TASK ITEM: Those lines of the following listing which contain the string "white" should be returned.
_ _ _ _ _ _ _
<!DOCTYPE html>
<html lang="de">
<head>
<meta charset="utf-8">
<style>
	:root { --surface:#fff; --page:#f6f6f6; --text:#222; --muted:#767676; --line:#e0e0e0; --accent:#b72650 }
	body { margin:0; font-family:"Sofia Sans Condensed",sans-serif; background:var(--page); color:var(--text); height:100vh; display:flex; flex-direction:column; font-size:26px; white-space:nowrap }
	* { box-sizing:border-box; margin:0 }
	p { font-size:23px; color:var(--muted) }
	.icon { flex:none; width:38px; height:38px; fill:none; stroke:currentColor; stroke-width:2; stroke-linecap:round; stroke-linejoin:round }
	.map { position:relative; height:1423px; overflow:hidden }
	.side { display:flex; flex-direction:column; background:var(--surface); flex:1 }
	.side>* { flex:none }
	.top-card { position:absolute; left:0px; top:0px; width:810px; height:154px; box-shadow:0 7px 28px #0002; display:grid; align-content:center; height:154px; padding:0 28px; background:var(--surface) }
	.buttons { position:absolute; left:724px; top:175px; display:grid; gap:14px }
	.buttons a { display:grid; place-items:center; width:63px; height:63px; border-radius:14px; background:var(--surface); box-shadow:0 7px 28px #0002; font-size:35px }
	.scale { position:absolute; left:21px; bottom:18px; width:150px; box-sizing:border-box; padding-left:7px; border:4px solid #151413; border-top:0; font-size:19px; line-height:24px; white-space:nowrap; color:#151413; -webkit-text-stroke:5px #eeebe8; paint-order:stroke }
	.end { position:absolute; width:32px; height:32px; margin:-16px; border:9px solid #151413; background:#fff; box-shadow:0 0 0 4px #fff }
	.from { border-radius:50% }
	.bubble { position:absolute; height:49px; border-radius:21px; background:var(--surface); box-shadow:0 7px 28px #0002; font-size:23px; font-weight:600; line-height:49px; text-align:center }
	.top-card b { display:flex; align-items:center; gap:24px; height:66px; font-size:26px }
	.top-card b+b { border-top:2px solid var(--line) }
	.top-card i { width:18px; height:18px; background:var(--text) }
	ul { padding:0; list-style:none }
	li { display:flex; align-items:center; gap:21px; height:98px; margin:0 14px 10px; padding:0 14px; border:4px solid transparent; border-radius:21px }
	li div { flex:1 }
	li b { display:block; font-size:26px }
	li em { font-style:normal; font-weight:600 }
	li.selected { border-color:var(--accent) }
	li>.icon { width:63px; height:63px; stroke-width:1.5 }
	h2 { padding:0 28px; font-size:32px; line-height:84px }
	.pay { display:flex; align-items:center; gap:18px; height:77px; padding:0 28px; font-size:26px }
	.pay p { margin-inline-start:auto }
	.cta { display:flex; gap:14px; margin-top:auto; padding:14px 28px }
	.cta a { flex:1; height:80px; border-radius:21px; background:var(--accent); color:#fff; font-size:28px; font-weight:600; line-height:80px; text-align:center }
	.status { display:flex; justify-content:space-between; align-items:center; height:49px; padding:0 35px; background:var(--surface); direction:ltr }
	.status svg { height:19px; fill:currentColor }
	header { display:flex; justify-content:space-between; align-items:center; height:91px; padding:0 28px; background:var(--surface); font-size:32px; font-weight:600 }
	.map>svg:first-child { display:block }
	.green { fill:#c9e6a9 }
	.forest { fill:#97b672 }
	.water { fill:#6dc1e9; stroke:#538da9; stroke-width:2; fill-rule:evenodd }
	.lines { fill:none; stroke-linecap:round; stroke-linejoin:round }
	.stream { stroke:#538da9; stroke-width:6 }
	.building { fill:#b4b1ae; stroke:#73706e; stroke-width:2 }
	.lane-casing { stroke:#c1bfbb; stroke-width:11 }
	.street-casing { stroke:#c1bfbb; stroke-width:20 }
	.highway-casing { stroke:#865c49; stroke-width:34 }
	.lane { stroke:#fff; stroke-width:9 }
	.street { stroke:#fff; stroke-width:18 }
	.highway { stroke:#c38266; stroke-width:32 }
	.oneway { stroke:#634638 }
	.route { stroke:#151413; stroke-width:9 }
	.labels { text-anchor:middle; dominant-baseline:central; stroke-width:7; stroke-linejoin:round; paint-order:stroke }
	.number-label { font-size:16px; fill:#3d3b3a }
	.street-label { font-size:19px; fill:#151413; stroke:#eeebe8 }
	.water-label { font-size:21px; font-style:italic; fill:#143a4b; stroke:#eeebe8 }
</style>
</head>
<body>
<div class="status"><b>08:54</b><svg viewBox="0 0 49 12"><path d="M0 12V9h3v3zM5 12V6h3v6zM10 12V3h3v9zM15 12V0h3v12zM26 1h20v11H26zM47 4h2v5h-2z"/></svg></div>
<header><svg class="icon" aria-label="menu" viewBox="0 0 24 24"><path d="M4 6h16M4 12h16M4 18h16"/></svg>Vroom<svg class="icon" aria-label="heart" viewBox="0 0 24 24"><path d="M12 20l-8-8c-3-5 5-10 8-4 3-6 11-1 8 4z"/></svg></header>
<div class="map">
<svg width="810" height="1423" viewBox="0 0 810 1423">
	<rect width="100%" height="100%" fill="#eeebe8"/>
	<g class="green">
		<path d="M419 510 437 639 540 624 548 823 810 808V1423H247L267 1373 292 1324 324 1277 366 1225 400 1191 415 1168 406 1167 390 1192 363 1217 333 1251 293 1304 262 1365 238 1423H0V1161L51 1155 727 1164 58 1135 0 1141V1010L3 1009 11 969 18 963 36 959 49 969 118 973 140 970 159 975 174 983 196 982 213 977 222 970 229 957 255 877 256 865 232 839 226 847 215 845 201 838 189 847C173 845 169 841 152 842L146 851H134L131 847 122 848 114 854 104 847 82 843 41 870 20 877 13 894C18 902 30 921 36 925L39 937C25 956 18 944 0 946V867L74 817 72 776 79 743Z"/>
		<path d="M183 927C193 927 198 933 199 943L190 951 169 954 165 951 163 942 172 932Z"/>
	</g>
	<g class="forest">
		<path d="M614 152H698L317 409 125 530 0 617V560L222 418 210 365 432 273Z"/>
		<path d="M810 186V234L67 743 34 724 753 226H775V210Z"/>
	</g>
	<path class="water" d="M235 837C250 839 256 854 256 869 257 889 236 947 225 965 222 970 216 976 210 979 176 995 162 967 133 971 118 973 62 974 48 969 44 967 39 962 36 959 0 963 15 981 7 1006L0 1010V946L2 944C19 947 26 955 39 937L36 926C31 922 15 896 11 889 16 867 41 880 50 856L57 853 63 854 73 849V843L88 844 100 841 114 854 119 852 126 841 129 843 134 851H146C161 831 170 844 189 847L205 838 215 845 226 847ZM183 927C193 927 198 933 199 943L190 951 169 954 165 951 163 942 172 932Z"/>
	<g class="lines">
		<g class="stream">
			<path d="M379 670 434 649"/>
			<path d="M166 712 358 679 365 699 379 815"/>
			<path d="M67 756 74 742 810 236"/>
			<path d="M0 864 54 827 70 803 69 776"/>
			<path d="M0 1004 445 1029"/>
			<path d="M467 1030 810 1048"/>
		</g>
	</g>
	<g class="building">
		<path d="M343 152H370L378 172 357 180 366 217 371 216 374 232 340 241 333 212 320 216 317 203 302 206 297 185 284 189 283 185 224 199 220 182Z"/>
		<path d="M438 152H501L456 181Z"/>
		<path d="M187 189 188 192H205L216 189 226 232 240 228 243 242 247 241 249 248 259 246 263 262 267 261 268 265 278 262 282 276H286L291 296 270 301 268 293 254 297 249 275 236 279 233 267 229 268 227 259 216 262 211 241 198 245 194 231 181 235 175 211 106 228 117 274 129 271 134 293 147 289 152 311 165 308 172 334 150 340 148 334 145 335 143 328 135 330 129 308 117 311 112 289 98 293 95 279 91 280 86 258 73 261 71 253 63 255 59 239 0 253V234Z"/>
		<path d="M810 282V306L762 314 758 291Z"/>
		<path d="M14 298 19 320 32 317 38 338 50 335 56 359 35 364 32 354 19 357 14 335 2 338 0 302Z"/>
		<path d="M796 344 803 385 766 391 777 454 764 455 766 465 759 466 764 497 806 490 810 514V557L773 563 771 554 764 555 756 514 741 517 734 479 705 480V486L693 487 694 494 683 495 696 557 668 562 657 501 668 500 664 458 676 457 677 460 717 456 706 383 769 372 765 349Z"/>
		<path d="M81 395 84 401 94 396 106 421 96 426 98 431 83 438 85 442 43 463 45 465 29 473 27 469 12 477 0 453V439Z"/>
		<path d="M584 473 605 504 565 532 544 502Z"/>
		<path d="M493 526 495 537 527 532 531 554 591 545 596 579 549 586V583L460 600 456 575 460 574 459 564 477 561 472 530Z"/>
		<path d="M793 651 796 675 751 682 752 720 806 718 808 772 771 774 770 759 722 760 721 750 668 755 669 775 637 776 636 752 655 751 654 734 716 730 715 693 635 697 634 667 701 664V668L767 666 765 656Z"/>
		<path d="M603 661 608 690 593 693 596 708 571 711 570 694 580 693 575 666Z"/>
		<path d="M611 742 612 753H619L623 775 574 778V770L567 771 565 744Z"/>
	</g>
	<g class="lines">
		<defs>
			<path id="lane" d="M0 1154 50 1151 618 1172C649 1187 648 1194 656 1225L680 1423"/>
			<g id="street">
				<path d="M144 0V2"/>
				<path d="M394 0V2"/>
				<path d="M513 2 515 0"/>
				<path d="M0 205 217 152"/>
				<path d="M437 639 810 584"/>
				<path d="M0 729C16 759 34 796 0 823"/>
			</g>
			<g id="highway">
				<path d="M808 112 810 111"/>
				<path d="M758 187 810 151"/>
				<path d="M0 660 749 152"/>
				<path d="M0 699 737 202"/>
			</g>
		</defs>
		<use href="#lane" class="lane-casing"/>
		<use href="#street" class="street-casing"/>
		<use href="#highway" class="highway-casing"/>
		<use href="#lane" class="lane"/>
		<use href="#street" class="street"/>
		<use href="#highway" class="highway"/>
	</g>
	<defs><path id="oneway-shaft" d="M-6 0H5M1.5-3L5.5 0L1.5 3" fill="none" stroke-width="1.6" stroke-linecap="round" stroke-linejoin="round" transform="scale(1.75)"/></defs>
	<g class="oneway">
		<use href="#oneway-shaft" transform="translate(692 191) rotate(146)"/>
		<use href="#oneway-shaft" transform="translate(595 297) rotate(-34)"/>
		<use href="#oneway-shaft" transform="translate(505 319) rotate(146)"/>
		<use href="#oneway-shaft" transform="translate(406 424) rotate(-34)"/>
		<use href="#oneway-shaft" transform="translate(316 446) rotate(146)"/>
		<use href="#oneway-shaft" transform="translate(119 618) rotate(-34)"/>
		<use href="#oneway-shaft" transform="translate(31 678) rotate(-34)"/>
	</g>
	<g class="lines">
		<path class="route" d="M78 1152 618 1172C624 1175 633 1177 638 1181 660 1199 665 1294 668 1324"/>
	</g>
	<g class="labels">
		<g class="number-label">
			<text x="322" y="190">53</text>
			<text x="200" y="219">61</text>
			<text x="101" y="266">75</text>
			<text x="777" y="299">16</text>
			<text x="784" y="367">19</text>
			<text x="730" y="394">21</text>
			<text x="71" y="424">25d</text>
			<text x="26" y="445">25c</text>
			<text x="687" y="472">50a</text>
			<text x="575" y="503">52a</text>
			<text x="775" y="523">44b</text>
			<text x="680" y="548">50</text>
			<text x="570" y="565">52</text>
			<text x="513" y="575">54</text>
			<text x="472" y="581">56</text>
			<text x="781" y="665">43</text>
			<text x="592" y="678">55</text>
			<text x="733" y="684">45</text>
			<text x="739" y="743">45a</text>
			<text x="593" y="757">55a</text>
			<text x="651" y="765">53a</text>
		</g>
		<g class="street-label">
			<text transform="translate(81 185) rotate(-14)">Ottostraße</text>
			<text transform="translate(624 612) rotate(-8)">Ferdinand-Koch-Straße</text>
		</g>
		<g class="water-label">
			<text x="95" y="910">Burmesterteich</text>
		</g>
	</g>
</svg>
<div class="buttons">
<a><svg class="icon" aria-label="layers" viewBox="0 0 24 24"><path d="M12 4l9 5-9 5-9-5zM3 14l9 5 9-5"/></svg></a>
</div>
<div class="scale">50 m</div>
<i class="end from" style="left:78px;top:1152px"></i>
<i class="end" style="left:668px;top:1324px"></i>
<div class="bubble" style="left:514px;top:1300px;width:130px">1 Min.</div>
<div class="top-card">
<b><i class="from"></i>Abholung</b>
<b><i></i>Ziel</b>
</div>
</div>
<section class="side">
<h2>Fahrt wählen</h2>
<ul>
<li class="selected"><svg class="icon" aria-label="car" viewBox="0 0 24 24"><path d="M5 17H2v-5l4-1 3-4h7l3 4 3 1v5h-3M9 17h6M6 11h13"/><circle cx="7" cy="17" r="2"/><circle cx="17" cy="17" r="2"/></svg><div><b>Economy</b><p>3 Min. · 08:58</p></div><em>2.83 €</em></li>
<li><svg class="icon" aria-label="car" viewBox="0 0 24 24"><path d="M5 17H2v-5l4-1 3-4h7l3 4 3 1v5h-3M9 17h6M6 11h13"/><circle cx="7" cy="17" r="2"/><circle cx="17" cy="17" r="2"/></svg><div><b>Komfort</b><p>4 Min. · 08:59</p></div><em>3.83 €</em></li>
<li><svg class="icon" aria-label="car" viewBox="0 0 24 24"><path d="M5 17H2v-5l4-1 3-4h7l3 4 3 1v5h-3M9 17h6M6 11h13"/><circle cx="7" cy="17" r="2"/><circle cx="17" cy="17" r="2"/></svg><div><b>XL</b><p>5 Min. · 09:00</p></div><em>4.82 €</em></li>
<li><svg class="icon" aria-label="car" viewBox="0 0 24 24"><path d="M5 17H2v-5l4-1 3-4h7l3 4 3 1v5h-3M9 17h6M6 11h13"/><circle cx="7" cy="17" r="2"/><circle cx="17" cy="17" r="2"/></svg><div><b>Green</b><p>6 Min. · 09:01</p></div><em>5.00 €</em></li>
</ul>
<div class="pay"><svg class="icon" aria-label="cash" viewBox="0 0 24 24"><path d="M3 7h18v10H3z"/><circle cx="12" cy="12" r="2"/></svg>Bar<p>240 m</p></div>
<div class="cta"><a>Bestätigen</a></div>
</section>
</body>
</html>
_ _ _ _ _ _ _
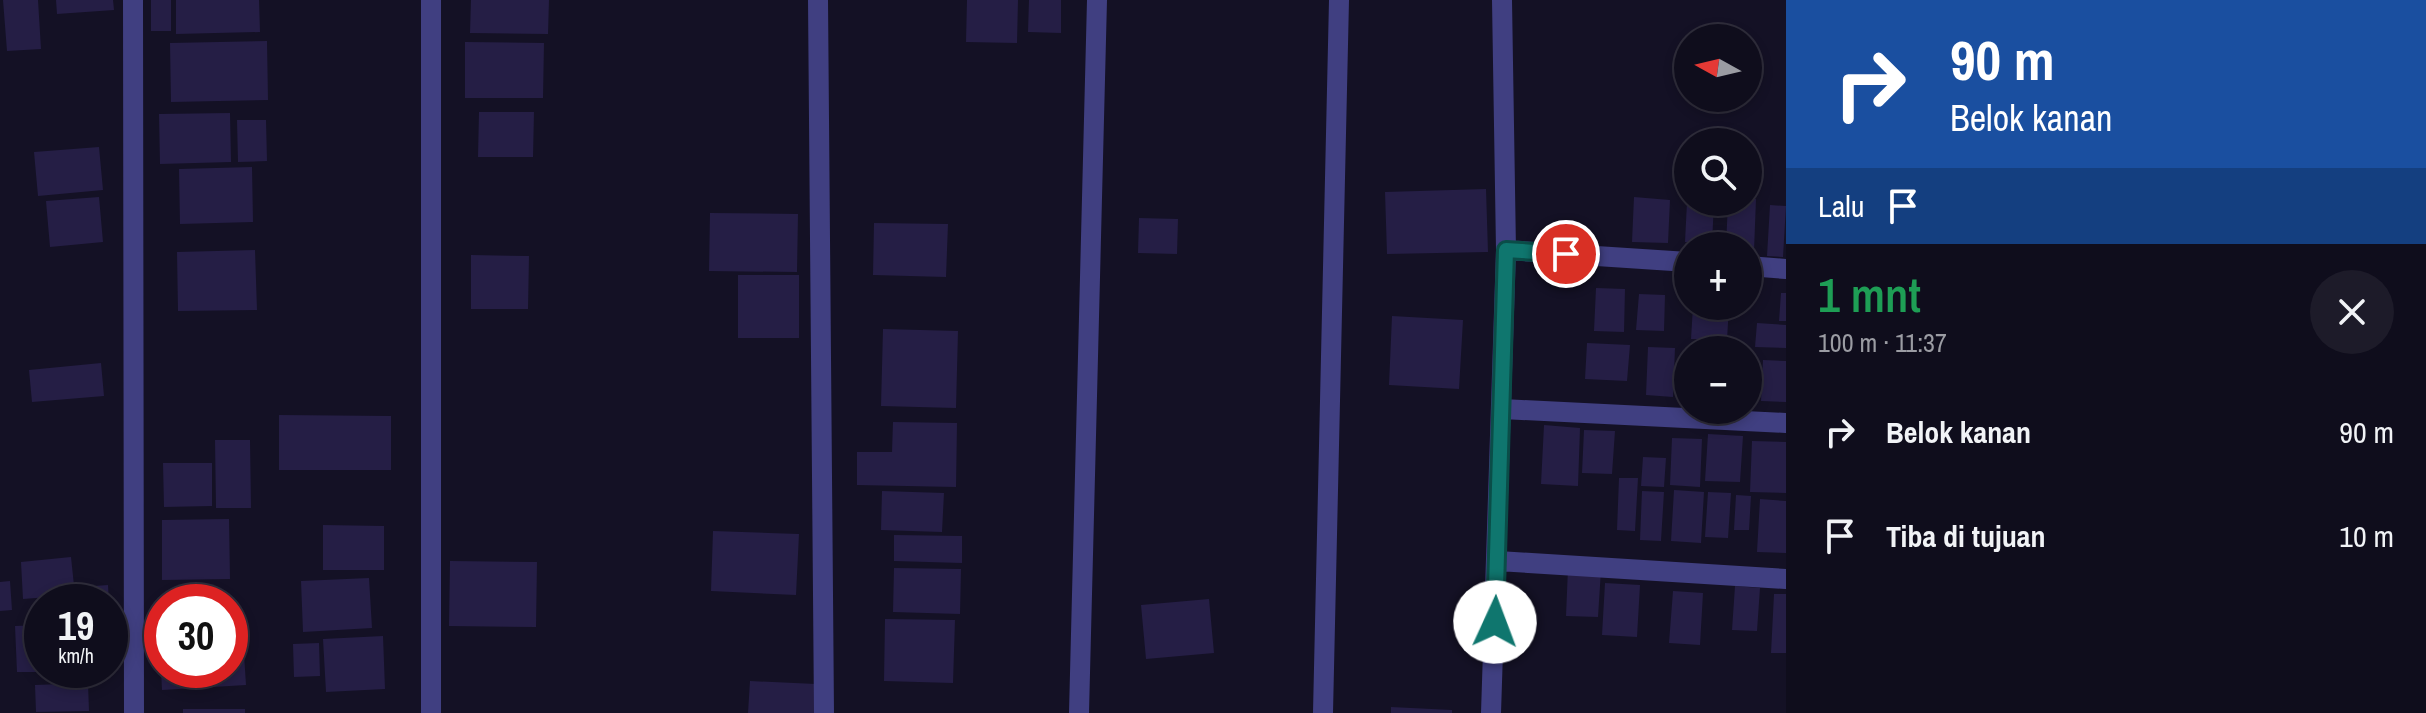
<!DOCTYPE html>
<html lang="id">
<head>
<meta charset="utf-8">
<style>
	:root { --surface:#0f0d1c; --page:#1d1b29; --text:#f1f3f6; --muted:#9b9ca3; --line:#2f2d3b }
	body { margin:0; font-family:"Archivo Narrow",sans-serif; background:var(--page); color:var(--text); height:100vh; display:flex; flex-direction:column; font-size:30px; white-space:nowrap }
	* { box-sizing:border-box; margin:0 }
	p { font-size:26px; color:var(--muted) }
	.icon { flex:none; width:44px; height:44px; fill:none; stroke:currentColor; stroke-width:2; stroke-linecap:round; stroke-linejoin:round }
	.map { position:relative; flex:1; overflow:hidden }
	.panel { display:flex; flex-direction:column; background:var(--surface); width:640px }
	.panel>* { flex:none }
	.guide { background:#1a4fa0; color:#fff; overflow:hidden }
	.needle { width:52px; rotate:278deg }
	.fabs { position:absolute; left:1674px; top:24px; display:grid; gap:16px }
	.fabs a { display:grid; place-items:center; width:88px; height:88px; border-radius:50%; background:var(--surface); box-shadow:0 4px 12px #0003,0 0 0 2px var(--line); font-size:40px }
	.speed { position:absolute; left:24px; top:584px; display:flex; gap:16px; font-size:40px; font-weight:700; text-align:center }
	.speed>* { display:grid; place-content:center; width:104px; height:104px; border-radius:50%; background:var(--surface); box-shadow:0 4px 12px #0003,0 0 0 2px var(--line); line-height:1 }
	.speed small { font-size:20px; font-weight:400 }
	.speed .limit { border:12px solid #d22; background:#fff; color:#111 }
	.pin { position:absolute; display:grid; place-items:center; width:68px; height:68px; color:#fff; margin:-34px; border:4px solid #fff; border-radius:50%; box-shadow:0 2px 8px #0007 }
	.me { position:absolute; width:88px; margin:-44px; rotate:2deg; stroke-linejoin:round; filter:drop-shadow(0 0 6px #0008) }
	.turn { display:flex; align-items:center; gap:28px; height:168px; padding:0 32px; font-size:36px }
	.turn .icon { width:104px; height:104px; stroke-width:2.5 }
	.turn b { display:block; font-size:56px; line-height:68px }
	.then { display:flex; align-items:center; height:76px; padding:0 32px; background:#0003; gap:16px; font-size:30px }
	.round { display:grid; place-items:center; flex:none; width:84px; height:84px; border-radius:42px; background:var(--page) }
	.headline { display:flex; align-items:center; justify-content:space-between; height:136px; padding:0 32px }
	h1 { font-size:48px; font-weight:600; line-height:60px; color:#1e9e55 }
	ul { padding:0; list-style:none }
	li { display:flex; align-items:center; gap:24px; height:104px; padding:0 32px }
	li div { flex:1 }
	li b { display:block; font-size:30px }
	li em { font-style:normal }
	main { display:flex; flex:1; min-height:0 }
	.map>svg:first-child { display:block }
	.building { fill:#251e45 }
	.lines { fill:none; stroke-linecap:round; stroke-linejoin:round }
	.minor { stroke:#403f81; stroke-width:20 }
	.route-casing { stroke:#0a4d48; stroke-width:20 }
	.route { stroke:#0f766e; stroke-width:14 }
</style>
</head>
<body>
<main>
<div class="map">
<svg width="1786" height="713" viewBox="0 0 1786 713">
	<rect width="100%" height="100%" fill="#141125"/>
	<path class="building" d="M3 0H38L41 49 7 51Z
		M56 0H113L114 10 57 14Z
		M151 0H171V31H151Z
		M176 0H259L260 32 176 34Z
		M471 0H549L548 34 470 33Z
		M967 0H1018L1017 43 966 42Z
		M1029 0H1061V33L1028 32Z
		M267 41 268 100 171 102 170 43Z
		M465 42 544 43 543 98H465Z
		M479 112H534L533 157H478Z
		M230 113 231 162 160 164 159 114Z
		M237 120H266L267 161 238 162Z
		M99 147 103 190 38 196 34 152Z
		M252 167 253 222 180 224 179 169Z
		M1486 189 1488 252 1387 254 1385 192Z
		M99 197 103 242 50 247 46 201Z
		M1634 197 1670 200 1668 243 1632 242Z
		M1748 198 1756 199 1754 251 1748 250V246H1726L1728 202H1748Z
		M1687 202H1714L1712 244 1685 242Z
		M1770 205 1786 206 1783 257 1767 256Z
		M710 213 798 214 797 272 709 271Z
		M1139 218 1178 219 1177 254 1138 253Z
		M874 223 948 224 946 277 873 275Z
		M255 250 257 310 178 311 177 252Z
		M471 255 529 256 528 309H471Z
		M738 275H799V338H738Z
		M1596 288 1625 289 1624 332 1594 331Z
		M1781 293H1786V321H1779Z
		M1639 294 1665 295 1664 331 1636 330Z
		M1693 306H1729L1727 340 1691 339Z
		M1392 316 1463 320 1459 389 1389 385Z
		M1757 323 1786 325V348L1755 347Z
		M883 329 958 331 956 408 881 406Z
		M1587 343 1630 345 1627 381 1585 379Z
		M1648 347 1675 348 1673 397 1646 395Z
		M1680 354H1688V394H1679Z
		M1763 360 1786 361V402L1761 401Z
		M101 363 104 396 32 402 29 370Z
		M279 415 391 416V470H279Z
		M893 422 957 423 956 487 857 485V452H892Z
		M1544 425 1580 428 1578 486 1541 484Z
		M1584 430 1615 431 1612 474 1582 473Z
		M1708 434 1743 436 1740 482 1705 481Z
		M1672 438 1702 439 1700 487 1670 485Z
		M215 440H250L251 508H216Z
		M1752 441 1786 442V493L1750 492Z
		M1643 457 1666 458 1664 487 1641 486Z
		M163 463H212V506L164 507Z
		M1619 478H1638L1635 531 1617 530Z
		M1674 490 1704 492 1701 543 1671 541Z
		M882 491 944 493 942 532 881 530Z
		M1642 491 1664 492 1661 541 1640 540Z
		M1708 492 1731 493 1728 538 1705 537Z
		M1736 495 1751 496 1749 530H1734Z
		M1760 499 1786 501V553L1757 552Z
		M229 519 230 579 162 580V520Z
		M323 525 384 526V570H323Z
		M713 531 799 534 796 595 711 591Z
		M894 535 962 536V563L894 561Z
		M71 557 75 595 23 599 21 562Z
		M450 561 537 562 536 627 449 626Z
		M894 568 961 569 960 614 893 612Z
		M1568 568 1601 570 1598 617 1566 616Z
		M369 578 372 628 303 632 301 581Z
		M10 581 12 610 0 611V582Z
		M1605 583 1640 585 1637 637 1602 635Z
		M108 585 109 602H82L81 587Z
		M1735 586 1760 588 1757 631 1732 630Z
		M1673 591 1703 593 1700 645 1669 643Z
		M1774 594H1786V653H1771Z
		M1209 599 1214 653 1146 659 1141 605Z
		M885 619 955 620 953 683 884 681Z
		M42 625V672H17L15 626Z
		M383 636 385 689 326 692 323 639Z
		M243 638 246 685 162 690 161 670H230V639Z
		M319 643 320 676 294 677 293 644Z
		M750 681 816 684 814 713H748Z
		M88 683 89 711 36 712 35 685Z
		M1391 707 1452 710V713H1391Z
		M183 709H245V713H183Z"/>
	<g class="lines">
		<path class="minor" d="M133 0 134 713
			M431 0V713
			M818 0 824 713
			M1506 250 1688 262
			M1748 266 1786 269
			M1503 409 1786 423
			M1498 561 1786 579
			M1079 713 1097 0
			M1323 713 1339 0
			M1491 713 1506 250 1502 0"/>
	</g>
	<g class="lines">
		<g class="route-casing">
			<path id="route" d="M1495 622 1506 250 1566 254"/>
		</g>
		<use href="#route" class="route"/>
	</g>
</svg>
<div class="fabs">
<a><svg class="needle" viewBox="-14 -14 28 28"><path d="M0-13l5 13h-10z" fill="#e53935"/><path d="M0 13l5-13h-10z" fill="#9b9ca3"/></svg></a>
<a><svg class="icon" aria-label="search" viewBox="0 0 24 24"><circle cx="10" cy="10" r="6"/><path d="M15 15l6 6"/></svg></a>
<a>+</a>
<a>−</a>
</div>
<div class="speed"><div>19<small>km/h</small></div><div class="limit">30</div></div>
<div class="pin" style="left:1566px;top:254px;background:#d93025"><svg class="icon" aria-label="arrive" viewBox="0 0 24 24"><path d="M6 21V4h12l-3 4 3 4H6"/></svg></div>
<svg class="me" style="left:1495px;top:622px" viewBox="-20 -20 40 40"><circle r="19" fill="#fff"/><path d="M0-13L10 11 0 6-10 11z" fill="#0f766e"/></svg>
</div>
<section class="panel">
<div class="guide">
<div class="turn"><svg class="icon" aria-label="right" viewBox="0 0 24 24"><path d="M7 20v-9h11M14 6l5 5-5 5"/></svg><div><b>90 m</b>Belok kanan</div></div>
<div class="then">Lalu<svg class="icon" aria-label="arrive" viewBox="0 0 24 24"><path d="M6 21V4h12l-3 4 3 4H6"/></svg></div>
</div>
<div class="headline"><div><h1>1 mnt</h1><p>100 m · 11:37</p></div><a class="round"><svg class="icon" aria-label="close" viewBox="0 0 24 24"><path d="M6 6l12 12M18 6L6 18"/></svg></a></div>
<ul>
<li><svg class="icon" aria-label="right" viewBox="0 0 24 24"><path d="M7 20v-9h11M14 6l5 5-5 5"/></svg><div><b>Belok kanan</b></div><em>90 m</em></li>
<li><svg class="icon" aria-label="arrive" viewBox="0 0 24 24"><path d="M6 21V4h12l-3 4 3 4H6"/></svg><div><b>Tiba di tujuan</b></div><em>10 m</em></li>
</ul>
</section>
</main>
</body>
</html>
_ _ _ _ _ _ _
ANSWER:
	body { margin:0; font-family:"Sofia Sans Condensed",sans-serif; background:var(--page); color:var(--text); height:100vh; display:flex; flex-direction:column; font-size:26px; white-space:nowrap }
	.scale { position:absolute; left:21px; bottom:18px; width:150px; box-sizing:border-box; padding-left:7px; border:4px solid #151413; border-top:0; font-size:19px; line-height:24px; white-space:nowrap; color:#151413; -webkit-text-stroke:5px #eeebe8; paint-order:stroke }
	body { margin:0; font-family:"Archivo Narrow",sans-serif; background:var(--page); color:var(--text); height:100vh; display:flex; flex-direction:column; font-size:30px; white-space:nowrap }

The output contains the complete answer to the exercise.